TASK TO COMPLETE: Show each line from the records below in which the word "strong" occurs.
━━ THE RECORDS ━━
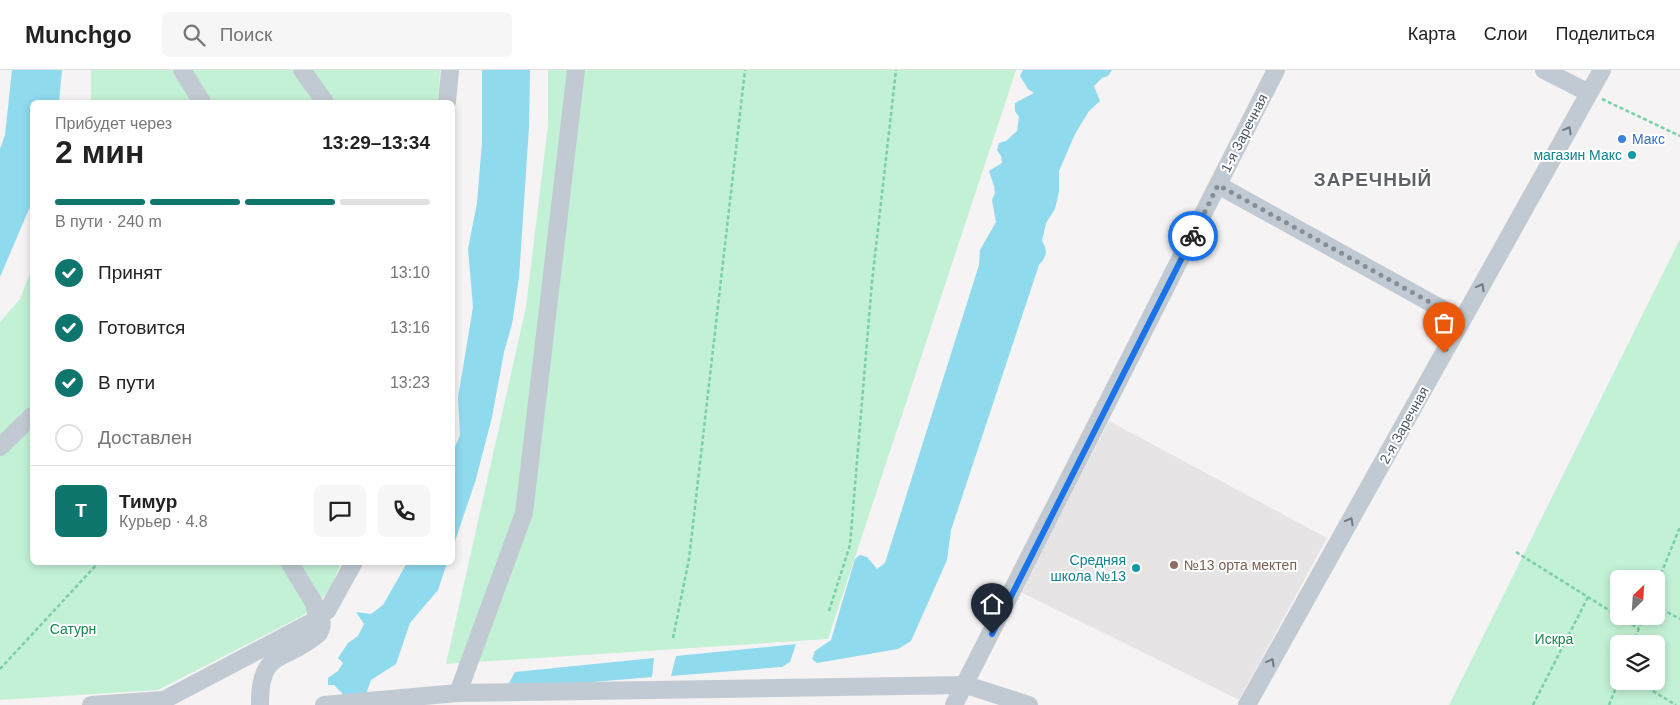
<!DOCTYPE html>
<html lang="ru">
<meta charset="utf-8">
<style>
:root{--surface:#fff;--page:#f6f6f6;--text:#222;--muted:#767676;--line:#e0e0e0;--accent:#0f766e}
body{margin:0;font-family:Helvetica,sans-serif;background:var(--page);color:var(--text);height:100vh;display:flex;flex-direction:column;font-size:19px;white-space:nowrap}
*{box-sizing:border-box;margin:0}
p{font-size:16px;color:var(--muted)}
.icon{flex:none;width:28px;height:28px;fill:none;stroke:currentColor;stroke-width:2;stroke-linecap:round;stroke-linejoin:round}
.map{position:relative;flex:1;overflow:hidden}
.drawer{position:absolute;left:30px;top:30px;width:425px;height:465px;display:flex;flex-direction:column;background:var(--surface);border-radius:8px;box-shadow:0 2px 8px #0003}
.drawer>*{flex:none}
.needle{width:32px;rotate:25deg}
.fabs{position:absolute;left:1610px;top:500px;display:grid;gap:10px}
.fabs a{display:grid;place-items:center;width:55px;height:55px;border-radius:8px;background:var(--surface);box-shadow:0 2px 8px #0003;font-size:25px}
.pin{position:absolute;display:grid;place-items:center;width:42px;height:42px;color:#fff;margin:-51px -21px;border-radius:50% 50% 50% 0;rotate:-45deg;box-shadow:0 0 5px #0007}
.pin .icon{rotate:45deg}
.courier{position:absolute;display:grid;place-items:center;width:50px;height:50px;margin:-25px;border:4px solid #1a73e8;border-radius:50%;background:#fff;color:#222;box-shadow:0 1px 6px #0007}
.head em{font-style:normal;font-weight:800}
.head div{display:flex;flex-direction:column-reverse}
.head{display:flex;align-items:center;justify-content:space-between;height:85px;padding:0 25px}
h1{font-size:32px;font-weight:800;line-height:38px}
.bar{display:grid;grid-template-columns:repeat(4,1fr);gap:8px 5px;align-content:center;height:60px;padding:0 25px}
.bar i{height:6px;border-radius:4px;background:var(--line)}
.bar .active{background:var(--accent)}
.bar p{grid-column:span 4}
.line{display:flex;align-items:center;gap:12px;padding:0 25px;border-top:1px solid var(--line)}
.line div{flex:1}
.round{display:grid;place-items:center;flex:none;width:52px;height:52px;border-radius:8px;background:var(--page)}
ol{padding:0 25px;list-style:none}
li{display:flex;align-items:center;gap:15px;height:55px}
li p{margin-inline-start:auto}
li .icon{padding:5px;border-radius:50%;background:var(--accent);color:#fff;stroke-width:4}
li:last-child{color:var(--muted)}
li i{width:28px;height:28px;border:2px solid var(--line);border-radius:50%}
header{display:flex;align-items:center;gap:30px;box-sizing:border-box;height:70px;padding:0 25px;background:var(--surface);border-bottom:1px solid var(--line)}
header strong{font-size:24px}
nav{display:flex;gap:28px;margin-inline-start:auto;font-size:18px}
.search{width:350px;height:45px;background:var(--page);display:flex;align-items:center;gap:12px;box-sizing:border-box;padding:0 18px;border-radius:8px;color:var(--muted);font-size:19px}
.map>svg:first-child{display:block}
.education{fill:#e6e4e5}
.green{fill:#c3f1d5;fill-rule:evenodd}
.water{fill:#90daee}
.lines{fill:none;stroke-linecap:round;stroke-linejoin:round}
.path{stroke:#7ad0a6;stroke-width:2.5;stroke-dasharray:4 2.5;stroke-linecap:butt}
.minor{stroke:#c1cad2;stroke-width:18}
.oneway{stroke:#6e7983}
.done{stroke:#868d94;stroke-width:5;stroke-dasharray:0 9}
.route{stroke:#1a73e8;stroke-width:6}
.shop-dot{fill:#3f7fe0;stroke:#fff;stroke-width:2}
.culture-dot{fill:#0f9aa8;stroke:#fff;stroke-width:2}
.education-dot{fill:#8d6e63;stroke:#fff;stroke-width:2}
.labels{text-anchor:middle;stroke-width:4;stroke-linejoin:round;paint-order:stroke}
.street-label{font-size:14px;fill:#4a5661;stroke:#fff}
.shop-label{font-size:14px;fill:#366cbe;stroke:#fff;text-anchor:start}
.culture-label{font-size:14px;fill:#0d838f;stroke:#fff;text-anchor:end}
.education-label{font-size:14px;fill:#785e54;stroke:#fff;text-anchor:start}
.park-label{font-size:14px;fill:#17864f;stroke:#fff}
.district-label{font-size:19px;font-weight:bold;letter-spacing:1px;fill:#5f6368;stroke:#fff}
</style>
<header>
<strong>Munchgo</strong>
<div class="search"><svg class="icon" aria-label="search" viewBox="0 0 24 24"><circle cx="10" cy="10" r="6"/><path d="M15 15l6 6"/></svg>Поиск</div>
<nav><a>Карта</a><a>Слои</a><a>Поделиться</a></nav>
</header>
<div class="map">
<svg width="1680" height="635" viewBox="0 0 1680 635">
<rect width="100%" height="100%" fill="#f5f3f3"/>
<path class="education" d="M1109 351 1327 468 1239 630 1021 522Z"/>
<g class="green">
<path d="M91 0H440L438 32H91Z"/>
<path d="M548 0H1016L828 569 446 594 526 237 548 55Z"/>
<path d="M1680 169V635H1449ZM1619 509H1656V546H1619ZM1619 574H1656V611H1619Z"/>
<path d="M32 198V492L341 493 329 521 304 545 158 620 0 630V252L20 229Z"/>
</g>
<g class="water">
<path d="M12 0H62L59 32H32V132L0 207V79L5 65Z"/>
<path d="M482 0H530L529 57 519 208 512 254 504 282 492 347 476 409 453 477V382L460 365 458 328 473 237 468 179 477 133 482 72Z"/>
<path d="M1023 0H1112L1108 6 1102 8 1094 16 1100 31 1089 41 1075 64 1059 101V122L1055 139 1046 153 1042 171C1048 181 1047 186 1039 195L951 460 947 490 911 571 898 579 817 593 812 589 815 581 831 570 855 489 860 485 867 487 877 499 885 493 979 195 980 180 996 152 992 130 995 123 994 116 989 101 1002 93 1001 86 997 80 999 73 1006 71 1017 61 1019 47 1015 41V33L1034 23 1028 19 1020 6Z"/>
<path d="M407 493H447L438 520 410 553 396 594 371 610 365 627 341 629 342 623 334 615H328V608L338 601 343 593 338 588 348 573 358 566 364 554 356 542 371 544 383 535Z"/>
<path d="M796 574 790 592 782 597 671 606 676 586Z"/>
<path d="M654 588 652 607 523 618 508 615 515 602Z"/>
</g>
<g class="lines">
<g class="path">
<path d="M1602 29 1680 66"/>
<path d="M1516 482 1639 559"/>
<path d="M1656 516 1680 457"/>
<path d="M1656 536 1680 549"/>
<path d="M829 541 850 475 872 212 896 0"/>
<path d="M673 568 689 489 745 0"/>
<path d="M1633 574 1644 546"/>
<path d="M0 599 99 492"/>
<path d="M1636 611 1676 635"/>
<path d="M1533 635 1588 527"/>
<path d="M1609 635 1619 610"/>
</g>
<g class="minor">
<path d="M182 0 202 32"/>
<path d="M302 0 325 32"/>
<path d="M1544 0 1589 23"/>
<path d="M447 32 450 0"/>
<path d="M1218 115 1462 250"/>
<path d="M0 377 32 346"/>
<path d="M458 623 524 443 576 0"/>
<path d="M91 635 164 630 312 552 317 547 314 533 289 492"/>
<path d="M260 635C259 577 286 593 319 563 323 555 323 551 317 544L327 541 354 492"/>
<path d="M324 635 458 623 966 615 1029 635"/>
<path d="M954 635 1276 0"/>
<path d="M1247 635 1602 0"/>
</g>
</g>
<defs><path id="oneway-chevron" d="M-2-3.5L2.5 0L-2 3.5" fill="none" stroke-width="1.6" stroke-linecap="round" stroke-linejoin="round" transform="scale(1.25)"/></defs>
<g class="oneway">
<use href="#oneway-chevron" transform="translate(1568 60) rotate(-61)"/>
<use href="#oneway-chevron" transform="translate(1481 217) rotate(-61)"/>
<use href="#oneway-chevron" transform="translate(1350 451) rotate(-61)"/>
<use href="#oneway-chevron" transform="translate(1271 592) rotate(-61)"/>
</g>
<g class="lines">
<path class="done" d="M1193 166 1218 115 1462 250 1444 283"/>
<path class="route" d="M992 564 1193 166"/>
</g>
<circle class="shop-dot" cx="1622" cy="69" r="5"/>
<g class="culture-dot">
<circle cx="1632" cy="85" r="5"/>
<circle cx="1136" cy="498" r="5"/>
</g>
<circle class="education-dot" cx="1174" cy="495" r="5"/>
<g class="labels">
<g class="street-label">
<text transform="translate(1244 63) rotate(-63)" y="5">1-я Заречная</text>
<text transform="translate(1404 355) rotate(-61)" y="5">2-я Заречная</text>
</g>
<g class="shop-label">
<text x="1632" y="74">Макс</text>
</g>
<g class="culture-label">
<text x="1622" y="90">магазин Макс</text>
<text x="1126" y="495">Средняя<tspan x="1126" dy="16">школа №13</tspan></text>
</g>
<g class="education-label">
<text x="1184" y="500">№13 орта мектеп</text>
</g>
<g class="park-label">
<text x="73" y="564">Сатурн</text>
<text x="1554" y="574">Искра</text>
</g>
<g class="district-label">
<text x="1373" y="116">ЗАРЕЧНЫЙ</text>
</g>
</g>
</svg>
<div class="fabs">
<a><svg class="needle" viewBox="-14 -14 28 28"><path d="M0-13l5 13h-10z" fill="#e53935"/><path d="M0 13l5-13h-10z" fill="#767676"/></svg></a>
<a><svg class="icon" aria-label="layers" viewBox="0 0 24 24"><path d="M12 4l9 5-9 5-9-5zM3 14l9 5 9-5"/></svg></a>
</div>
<div class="pin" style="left:1444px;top:283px;background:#ea580c"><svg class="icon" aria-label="bag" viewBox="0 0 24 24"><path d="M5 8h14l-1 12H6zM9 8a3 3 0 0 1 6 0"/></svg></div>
<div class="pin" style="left:992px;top:564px;background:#1f2937"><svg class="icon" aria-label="home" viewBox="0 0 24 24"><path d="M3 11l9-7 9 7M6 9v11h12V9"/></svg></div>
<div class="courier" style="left:1193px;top:166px"><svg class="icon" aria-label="bike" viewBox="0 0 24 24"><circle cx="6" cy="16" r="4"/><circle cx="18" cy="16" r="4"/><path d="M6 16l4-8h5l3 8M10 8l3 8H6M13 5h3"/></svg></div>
<section class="drawer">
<div class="head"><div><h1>2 мин</h1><p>Прибудет через</p></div><em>13:29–13:34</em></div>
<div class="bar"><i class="active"></i><i class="active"></i><i class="active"></i><i></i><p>В пути · 240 m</p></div>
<ol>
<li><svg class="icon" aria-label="check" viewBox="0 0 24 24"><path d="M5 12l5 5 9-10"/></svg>Принят<p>13:10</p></li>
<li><svg class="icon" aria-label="check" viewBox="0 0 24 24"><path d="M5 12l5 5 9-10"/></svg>Готовится<p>13:16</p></li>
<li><svg class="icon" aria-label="check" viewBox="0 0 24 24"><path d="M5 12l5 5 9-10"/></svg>В пути<p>13:23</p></li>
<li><i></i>Доставлен</li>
</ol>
<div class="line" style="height:90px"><b class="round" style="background:var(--accent);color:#fff">Т</b><div><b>Тимур</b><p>Курьер · 4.8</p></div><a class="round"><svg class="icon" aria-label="chat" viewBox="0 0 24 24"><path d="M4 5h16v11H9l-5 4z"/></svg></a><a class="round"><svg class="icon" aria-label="phone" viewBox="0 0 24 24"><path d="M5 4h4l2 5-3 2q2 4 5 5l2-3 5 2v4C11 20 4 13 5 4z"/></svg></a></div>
</section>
</div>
━━━
RESULT BELOW:
header strong{font-size:24px}
<strong>Munchgo</strong>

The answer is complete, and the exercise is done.